Jeroboam was an Ephraimite who led the revolt against Rehoboam. As a young man, Jeroboam's industrious character caught the eye of Solomon. He became a trusted servant who was placed in charge of Solomon's northern labor force. Due to Solomon's wholesale endorsement of his foreign wives' idolatries, the LORD sent Ahijah the Shilonite to Jeroboam with a prophesy of judgment. Ahijah tore the new garment upon him into twelve pieces: “And he said to Yarov`am, Take ten pieces; for thus says the LORD, the God of Yisra'el, Behold, I will tear the kingdom out of the hand of Shlomo, and will give ten tribes to you...”

Upon discovery of this ominous event, Solomon sought to kill Jeroboam. He fled to the refuge of Egyptian king Shishak. After Solomon's death, Jeroboam returned from Egypt at the call of the northern tribes. They made him their king and Jeroboam led the revolt against Solomon's son Rehoboam, heir to the Judean throne. God promised Jeroboam a long dynasty (1Ki 11:38) if he would only walk in the righteous ways of David. Unfortunately for Israel, Jeroboam chose a different path.

Fearing a return of allegiance by the people to the house of David, Jeroboam had two golden calves fashioned and set up in Beth-el and Dan. He declared by quoting Aaron (Exo 32:4): “Behold your gods, O Israel, who brought you up out of the land of Egypt.”

Jeroboam established the city of Shechem in Mount Ephraim as an alternate to Jerusalem. A non-Levitical priesthood was inaugurated to serve in the high places and facilitate worship of the golden calf. He instituted a non-Biblical feast to be celebrated on the fifteenth day of the eighth month. Jeroboam's deceptions worked because he made it convenient for the children of Israel to sin. By adopting his carefully crafted “replacement” theology, they could skip the thrice yearly journey to Jerusalem as was commanded in the Torah.
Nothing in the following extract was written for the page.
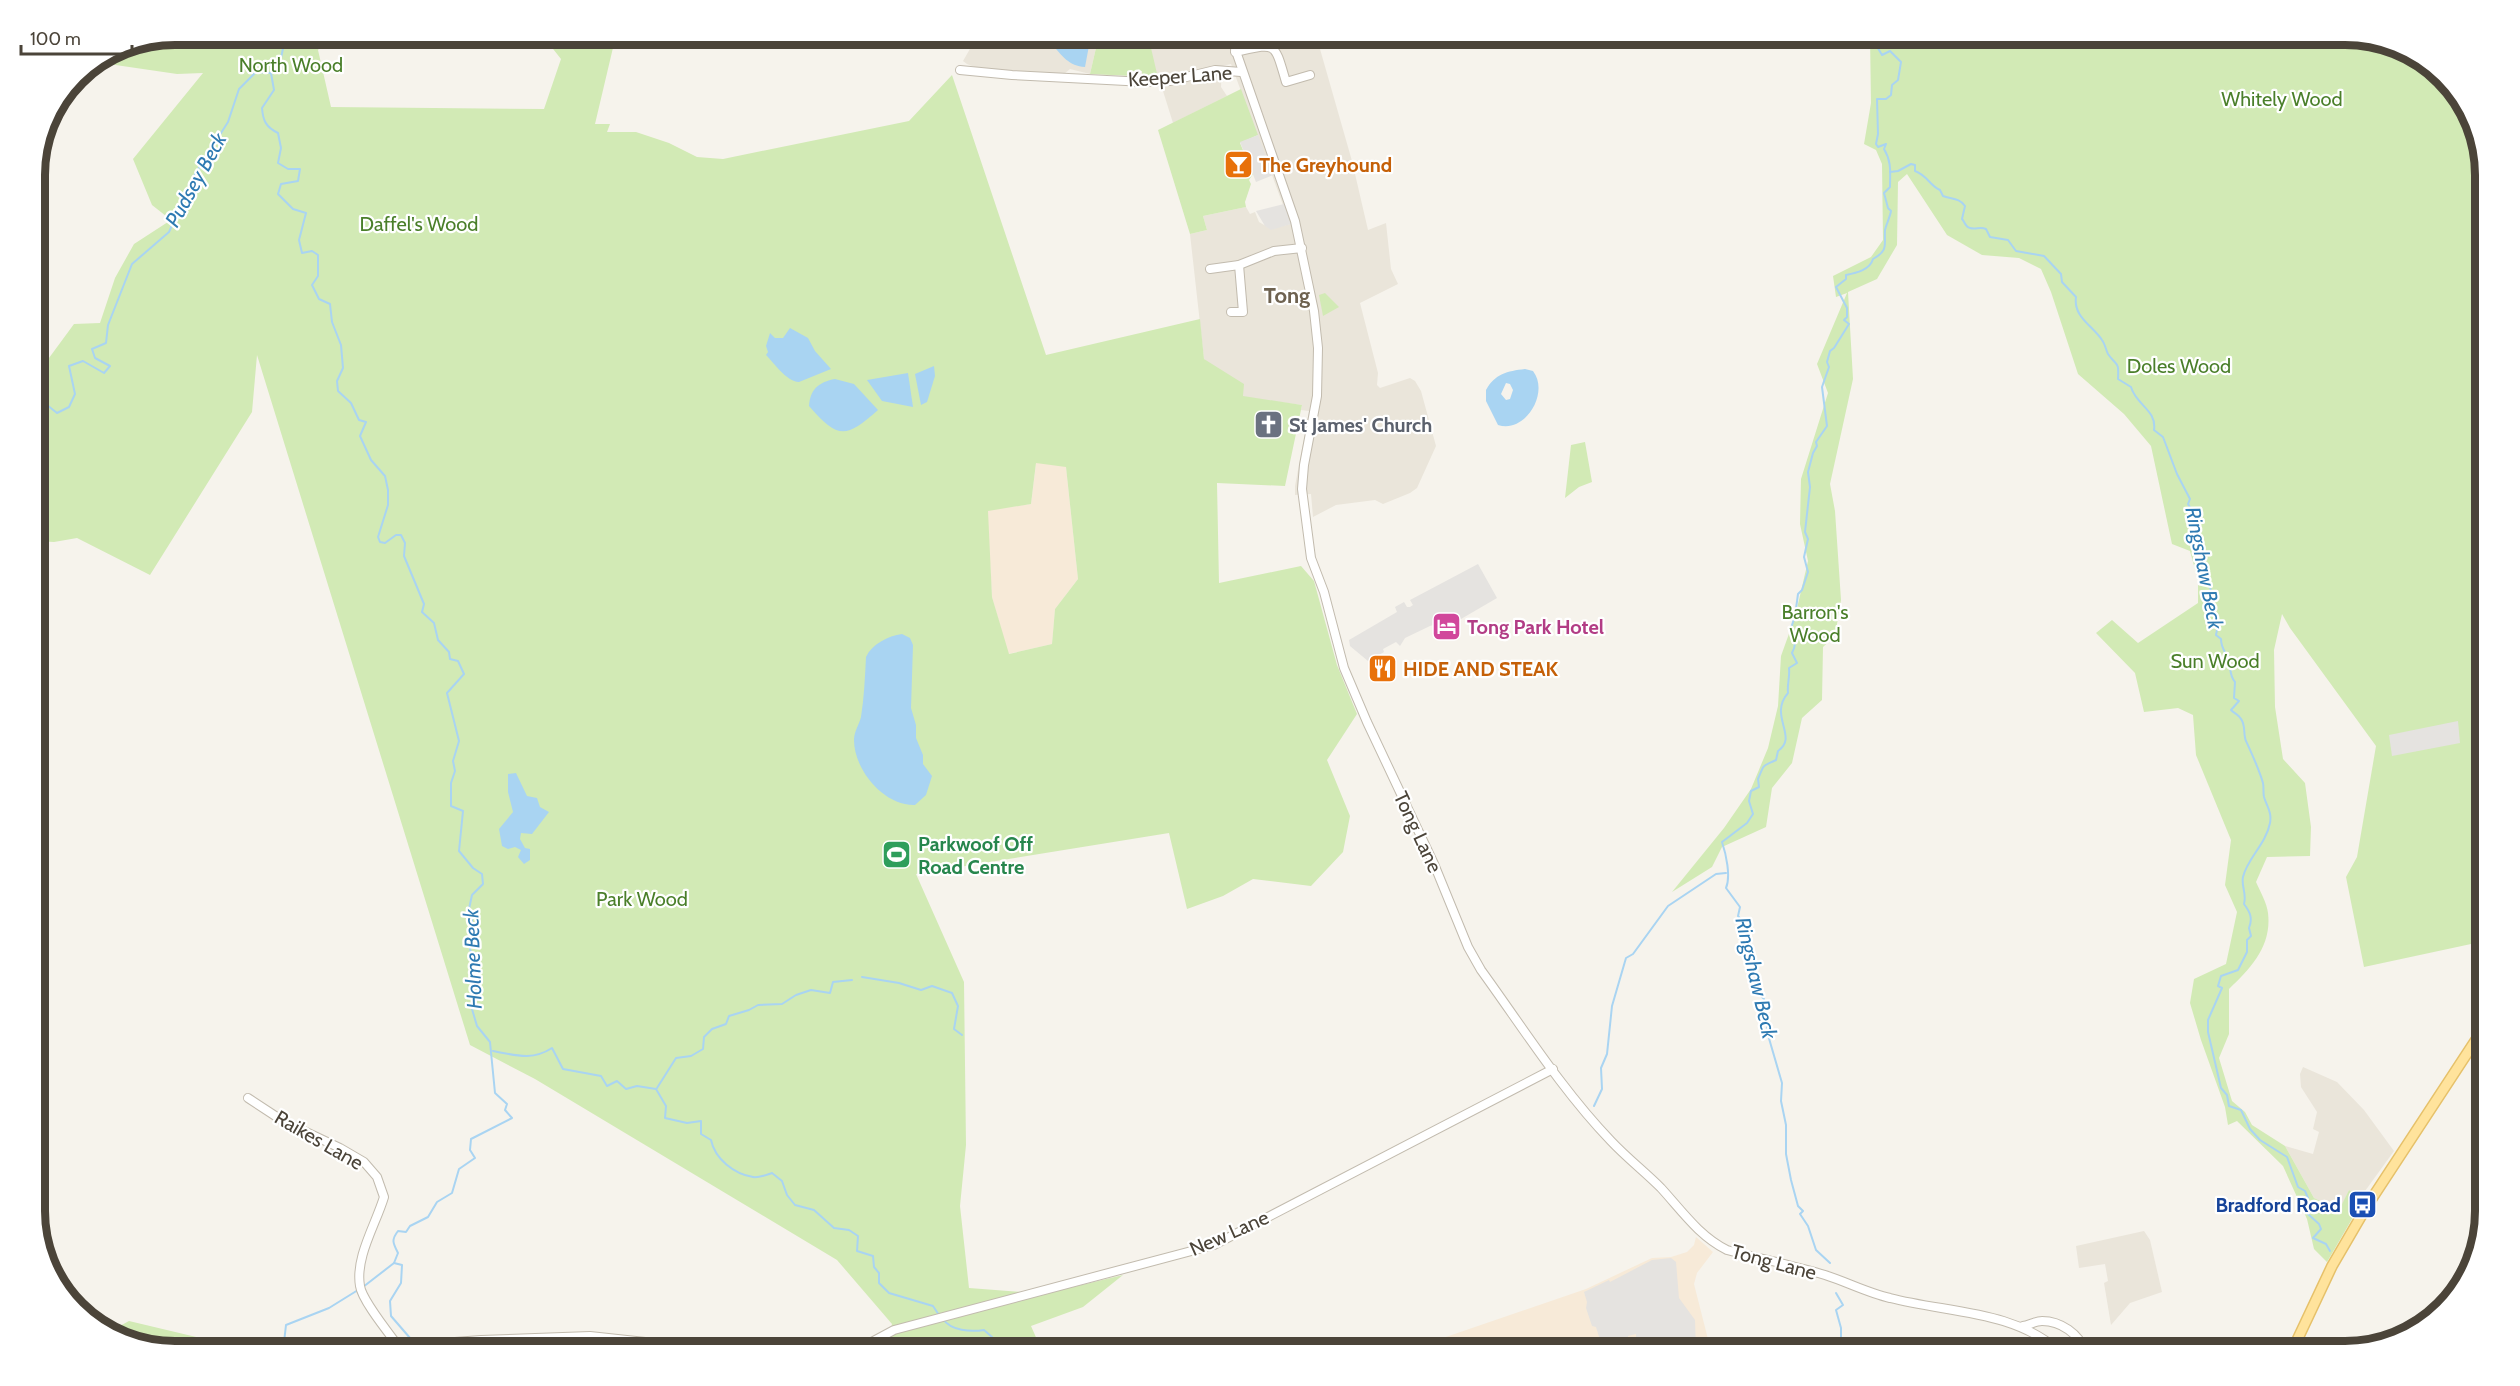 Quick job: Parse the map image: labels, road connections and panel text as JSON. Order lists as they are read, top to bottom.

Once when Jeroboam stood at the idolatrous altar in Bethel (1Ki 13:1-6) to burn incense, a man of God from Judah appeared and spoke a prophesy of ultimate judgment upon his false practices and priests. Jeroboam put forth his hand to grab the man, but it was immediately smitten by God and withered to a stump. The idol altar was miraculously overturned as a confirmatory sign that a future king of Judah would be born named Josiah, a righteous king who would carry out the decreed judgment (the prophecy was fulfilled indeed, three centuries hence - 2Ki 23:15). Jeroboam begged the prophet for the restoration of his hand, but despite God's mercy in restoring it, he proceeded to ignore the divine warning.
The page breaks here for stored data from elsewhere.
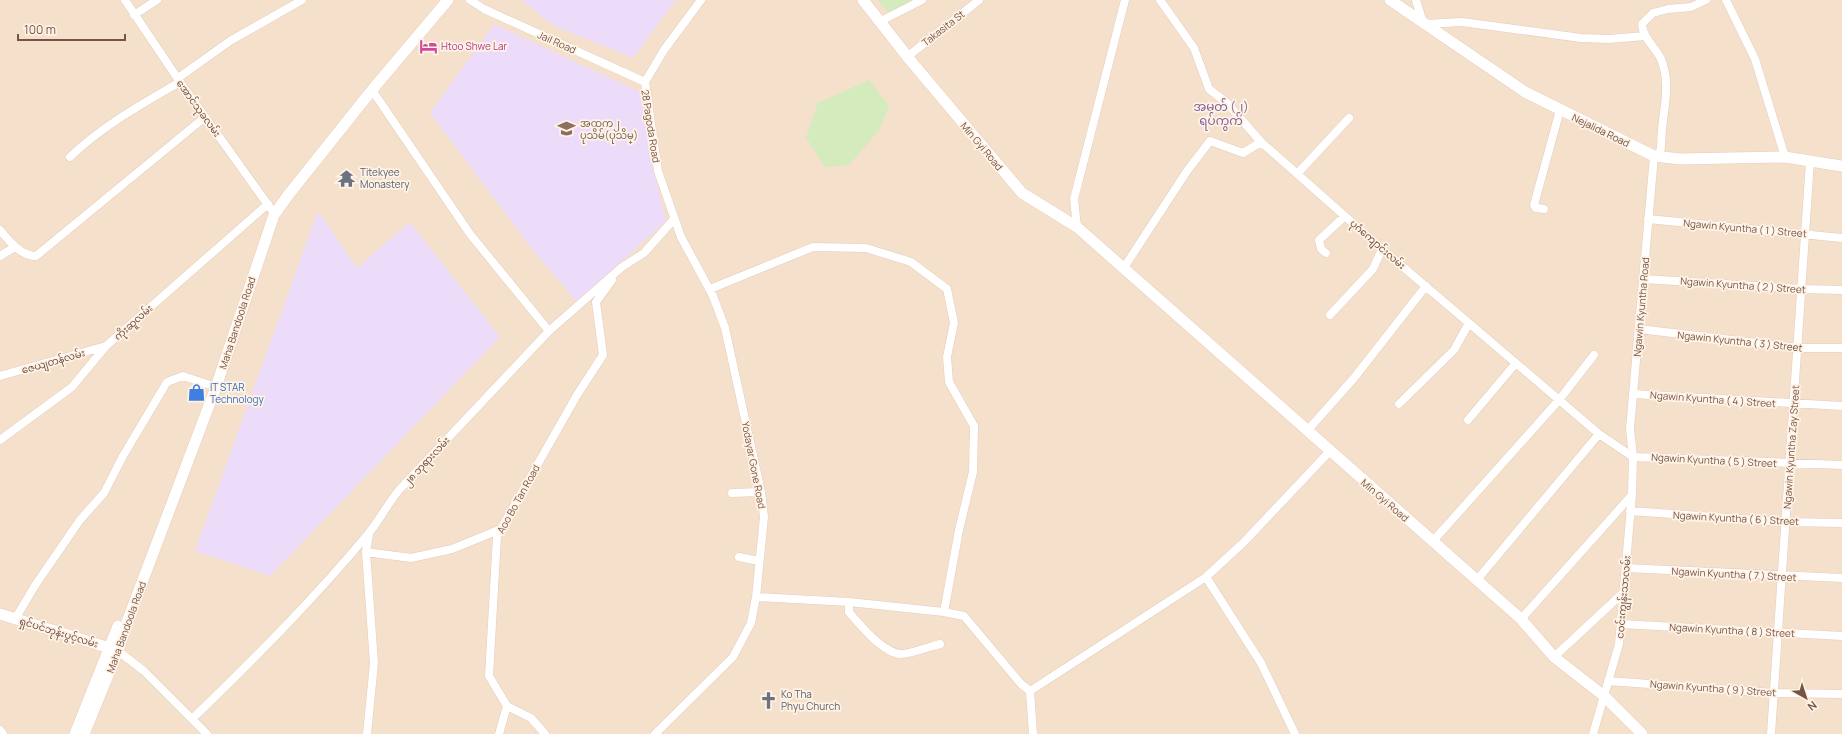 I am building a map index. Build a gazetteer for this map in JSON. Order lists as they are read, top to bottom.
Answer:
{
  "streets": {
    "main road": [
      "Nejalida Road",
      "Min Gyi Road",
      "Maha Bandoola Road",
      "ရှင်ပင်ဘုန်းပွင့်လမ်း"
    ],
    "street": [
      "Takasita St",
      "Jail Road",
      "အောင်သုခလမ်း",
      "28 Pagoda Road",
      "Ngawin Kyuntha ( 1 ) Street",
      "ပုဂံကျောင်းလမ်း",
      "Ngawin Kyuntha ( 2 ) Street",
      "Ngawin Kyuntha Road",
      "ကိုးဆူလမ်း",
      "Ngawin Kyuntha ( 3 ) Street",
      "ဇေယျတန်လမ်း",
      "Ngawin Kyuntha ( 4 ) Street",
      "Ngawin Kyuntha Zay Street",
      "Ngawin Kyuntha ( 5 ) Street",
      "၂၈ ဘုရားလမ်း",
      "Yodayar Gone Road",
      "Aoo Bo Tan Road",
      "Ngawin Kyuntha ( 6 ) Street",
      "Ngawin Kyuntha ( 7 ) Street",
      "ငဝင်းကျွန်းသာလမ်း",
      "Ngawin Kyuntha ( 8 ) Street",
      "Ngawin Kyuntha ( 9 ) Street"
    ]
  },
  "crossings": [
    ["Takasita St", "Min Gyi Road"],
    ["Jail Road", "28 Pagoda Road"],
    ["အောင်သုခလမ်း", "ကိုးဆူလမ်း"],
    ["အောင်သုခလမ်း", "Maha Bandoola Road"],
    ["28 Pagoda Road", "၂၈ ဘုရားလမ်း"],
    ["28 Pagoda Road", "Yodayar Gone Road"],
    ["Nejalida Road", "Ngawin Kyuntha Road"],
    ["Nejalida Road", "Ngawin Kyuntha Zay Street"],
    ["Min Gyi Road", "ငဝင်းကျွန်းသာလမ်း"],
    ["Ngawin Kyuntha ( 1 ) Street", "Ngawin Kyuntha Road"],
    ["Ngawin Kyuntha ( 1 ) Street", "Ngawin Kyuntha Zay Street"],
    ["ပုဂံကျောင်းလမ်း", "Ngawin Kyuntha Road"],
    ["ပုဂံကျောင်းလမ်း", "Ngawin Kyuntha ( 5 ) Street"],
    ["ပုဂံကျောင်းလမ်း", "ငဝင်းကျွန်းသာလမ်း"],
    ["Ngawin Kyuntha ( 2 ) Street", "Ngawin Kyuntha Road"],
    ["Ngawin Kyuntha ( 2 ) Street", "Ngawin Kyuntha Zay Street"],
    ["Ngawin Kyuntha Road", "Ngawin Kyuntha ( 3 ) Street"],
    ["Ngawin Kyuntha Road", "Ngawin Kyuntha ( 4 ) Street"],
    ["Ngawin Kyuntha Road", "Ngawin Kyuntha ( 5 ) Street"],
    ["Ngawin Kyuntha Road", "ငဝင်းကျွန်းသာလမ်း"],
    ["ကိုးဆူလမ်း", "Maha Bandoola Road"],
    ["ကိုးဆူလမ်း", "ဇေယျတန်လမ်း"],
    ["Maha Bandoola Road", "ရှင်ပင်ဘုန်းပွင့်လမ်း"],
    ["Ngawin Kyuntha ( 3 ) Street", "Ngawin Kyuntha Zay Street"],
    ["Ngawin Kyuntha ( 4 ) Street", "Ngawin Kyuntha Zay Street"],
    ["Ngawin Kyuntha Zay Street", "Ngawin Kyuntha ( 5 ) Street"],
    ["Ngawin Kyuntha Zay Street", "Ngawin Kyuntha ( 6 ) Street"],
    ["Ngawin Kyuntha Zay Street", "Ngawin Kyuntha ( 7 ) Street"],
    ["Ngawin Kyuntha Zay Street", "Ngawin Kyuntha ( 8 ) Street"],
    ["Ngawin Kyuntha Zay Street", "Ngawin Kyuntha ( 9 ) Street"],
    ["Ngawin Kyuntha ( 5 ) Street", "ငဝင်းကျွန်းသာလမ်း"],
    ["၂၈ ဘုရားလမ်း", "Yodayar Gone Road"],
    ["၂၈ ဘုရားလမ်း", "Aoo Bo Tan Road"],
    ["Ngawin Kyuntha ( 6 ) Street", "ငဝင်းကျွန်းသာလမ်း"],
    ["Ngawin Kyuntha ( 7 ) Street", "ငဝင်းကျွန်းသာလမ်း"],
    ["ငဝင်းကျွန်းသာလမ်း", "Ngawin Kyuntha ( 8 ) Street"],
    ["ငဝင်းကျွန်းသာလမ်း", "Ngawin Kyuntha ( 9 ) Street"]
  ],
  "districts": ["အမှတ် (၂) ရပ်ကွက်"],
  "places": {
    "hotel": ["Htoo Shwe Lar"],
    "school or university": ["အထက၂ ပုသိမ်(ပုသိမ္)"],
    "temple": ["Titekyee Monastery"],
    "shop": ["IT STAR Technology"],
    "church": ["Ko Tha Phyu Church"]
  },
  "scale_bar": "100 m",
  "north": "bottom right"
}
Sadly, the satanic masterstroke of his vain imagination doomed not only Jeroboam's own house, but all of Israel for the next two and a half centuries. Over every successive king of Israel the Scripture records a variation of this epitaph: “And he did that which was evil in the sight of the LORD: he did not depart from the sins of Yarov`am the son of Nevat, with which he made Yisra'el to sin.”